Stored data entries
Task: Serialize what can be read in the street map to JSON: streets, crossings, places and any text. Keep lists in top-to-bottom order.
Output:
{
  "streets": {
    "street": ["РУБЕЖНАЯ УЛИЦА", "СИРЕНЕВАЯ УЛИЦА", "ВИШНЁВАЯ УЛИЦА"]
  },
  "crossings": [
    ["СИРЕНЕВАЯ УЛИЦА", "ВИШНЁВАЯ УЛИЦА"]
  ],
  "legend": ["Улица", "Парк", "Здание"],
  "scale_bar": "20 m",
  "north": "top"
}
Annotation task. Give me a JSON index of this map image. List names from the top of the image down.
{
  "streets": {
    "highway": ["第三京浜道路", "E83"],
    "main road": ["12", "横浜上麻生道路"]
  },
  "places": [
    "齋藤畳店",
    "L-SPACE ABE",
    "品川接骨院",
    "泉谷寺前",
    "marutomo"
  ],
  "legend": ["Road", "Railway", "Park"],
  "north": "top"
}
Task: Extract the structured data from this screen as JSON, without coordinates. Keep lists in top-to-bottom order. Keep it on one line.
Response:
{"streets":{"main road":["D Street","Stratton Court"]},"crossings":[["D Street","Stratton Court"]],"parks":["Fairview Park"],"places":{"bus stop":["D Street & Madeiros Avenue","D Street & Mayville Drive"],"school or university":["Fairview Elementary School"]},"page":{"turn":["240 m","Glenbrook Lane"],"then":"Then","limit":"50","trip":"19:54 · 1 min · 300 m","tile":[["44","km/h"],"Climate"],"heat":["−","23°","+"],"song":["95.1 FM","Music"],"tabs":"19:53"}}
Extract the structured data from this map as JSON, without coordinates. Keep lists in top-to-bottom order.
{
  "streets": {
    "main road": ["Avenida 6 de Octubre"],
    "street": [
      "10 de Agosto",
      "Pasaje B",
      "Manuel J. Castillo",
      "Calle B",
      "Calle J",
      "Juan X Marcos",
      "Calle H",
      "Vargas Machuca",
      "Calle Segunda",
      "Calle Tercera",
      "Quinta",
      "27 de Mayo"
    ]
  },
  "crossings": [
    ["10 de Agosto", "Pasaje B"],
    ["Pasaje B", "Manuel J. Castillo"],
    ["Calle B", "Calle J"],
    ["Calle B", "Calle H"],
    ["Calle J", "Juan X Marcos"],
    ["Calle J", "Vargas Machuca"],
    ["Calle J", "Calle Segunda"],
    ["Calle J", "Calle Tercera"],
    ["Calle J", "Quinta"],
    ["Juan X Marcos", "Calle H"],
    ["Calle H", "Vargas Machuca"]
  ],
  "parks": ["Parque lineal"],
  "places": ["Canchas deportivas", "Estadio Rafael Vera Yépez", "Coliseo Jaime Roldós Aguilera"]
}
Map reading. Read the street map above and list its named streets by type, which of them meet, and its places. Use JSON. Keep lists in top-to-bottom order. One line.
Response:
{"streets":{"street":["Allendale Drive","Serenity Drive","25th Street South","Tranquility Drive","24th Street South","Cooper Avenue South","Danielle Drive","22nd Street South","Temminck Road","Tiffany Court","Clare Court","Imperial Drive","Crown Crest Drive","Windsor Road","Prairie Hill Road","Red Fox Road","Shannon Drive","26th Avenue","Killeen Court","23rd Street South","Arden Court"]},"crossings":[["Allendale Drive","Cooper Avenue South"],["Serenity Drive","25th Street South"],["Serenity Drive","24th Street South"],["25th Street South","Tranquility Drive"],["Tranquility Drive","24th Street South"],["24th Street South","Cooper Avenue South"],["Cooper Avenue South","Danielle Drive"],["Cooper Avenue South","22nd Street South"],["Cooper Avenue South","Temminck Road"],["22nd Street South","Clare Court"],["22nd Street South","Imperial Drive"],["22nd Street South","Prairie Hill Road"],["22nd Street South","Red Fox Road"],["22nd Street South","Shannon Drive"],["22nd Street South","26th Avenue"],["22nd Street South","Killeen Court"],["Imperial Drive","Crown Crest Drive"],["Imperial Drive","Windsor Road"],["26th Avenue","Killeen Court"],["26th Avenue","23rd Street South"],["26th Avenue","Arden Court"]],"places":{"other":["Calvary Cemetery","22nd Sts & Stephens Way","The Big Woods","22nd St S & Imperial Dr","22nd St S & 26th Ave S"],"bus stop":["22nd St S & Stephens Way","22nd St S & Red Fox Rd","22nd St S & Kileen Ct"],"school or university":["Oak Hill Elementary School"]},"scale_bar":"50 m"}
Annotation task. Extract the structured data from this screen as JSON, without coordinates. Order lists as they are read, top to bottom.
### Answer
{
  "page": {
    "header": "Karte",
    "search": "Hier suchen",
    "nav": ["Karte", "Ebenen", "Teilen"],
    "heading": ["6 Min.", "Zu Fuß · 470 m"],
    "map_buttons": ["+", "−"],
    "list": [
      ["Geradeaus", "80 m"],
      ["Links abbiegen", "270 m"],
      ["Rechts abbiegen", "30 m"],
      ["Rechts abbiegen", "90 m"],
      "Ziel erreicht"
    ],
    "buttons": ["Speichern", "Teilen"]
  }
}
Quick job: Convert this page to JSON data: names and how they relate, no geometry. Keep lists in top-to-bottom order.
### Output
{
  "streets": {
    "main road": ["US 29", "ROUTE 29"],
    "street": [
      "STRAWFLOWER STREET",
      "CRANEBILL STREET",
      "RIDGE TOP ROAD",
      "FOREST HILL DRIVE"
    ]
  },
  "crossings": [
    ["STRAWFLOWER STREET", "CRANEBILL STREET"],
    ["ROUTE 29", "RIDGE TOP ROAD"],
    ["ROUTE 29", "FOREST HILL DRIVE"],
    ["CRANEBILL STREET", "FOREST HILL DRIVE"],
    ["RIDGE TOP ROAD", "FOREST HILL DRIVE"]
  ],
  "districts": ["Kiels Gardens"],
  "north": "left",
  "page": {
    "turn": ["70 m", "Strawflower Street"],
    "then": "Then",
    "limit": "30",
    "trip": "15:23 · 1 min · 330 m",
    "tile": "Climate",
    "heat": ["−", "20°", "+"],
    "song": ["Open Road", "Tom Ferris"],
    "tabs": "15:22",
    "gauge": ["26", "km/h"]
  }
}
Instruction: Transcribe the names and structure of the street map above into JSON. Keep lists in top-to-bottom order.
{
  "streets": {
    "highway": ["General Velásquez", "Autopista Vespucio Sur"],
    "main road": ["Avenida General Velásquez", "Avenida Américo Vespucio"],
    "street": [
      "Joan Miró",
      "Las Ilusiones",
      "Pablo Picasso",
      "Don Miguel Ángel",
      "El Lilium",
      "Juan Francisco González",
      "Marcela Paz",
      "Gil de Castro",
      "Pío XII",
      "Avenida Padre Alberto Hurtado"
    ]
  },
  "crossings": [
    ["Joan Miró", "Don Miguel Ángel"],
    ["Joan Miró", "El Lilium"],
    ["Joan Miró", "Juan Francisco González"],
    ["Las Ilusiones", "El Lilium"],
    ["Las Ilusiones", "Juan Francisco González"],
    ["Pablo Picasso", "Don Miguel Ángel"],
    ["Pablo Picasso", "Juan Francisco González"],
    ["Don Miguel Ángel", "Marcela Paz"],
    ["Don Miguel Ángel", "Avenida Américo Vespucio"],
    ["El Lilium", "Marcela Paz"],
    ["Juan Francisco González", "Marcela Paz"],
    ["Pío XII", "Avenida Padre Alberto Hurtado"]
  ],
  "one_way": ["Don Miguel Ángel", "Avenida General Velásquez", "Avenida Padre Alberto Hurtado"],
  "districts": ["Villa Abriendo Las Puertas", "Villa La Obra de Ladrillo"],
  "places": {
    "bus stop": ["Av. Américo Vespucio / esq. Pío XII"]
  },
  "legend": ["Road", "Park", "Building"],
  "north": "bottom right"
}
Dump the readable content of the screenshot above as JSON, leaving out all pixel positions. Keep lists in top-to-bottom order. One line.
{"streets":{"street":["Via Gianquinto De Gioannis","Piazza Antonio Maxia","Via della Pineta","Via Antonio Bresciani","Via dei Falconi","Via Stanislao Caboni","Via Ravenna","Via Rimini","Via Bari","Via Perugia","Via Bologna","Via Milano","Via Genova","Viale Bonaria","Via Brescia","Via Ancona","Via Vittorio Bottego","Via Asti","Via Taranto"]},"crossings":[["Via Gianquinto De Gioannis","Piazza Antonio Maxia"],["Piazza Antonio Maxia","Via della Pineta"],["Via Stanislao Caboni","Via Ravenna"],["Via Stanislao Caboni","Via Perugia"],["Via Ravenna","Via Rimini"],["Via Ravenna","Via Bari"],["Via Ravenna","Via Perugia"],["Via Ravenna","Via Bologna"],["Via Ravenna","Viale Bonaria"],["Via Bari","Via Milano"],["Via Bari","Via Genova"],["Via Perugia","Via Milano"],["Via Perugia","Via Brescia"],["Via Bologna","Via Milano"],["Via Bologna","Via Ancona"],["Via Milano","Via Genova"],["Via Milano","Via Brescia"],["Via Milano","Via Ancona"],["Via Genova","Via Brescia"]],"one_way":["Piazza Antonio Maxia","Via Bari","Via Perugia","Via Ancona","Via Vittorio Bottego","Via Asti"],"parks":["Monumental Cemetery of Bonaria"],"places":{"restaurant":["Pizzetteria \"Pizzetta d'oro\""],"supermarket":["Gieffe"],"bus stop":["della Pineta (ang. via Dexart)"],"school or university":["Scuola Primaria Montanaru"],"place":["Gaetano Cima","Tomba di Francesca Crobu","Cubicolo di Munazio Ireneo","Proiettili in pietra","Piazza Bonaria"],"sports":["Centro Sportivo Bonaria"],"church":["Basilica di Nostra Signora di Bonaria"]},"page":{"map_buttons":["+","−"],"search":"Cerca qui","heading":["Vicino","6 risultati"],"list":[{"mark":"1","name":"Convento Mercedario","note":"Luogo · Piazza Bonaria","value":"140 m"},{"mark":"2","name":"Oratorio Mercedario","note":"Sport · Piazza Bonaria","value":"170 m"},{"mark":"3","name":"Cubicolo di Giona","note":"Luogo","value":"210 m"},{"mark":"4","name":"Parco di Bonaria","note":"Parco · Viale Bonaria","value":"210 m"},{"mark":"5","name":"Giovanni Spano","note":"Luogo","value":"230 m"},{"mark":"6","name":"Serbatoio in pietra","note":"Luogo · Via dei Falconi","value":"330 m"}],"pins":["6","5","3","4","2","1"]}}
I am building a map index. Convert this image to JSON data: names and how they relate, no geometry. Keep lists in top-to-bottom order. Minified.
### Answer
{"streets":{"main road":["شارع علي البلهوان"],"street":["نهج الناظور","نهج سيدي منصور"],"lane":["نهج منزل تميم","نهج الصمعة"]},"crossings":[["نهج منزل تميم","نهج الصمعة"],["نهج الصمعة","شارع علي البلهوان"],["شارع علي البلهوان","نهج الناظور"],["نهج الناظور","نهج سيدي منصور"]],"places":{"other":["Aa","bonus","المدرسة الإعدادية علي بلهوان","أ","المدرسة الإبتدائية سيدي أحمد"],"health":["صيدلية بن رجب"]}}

▶ [WHAT THE TASK ASKS]: Could you tally the lines in these records that contain the word "Vespucio" and give only the result?

▶ [EXERCISE ANSWER]: 4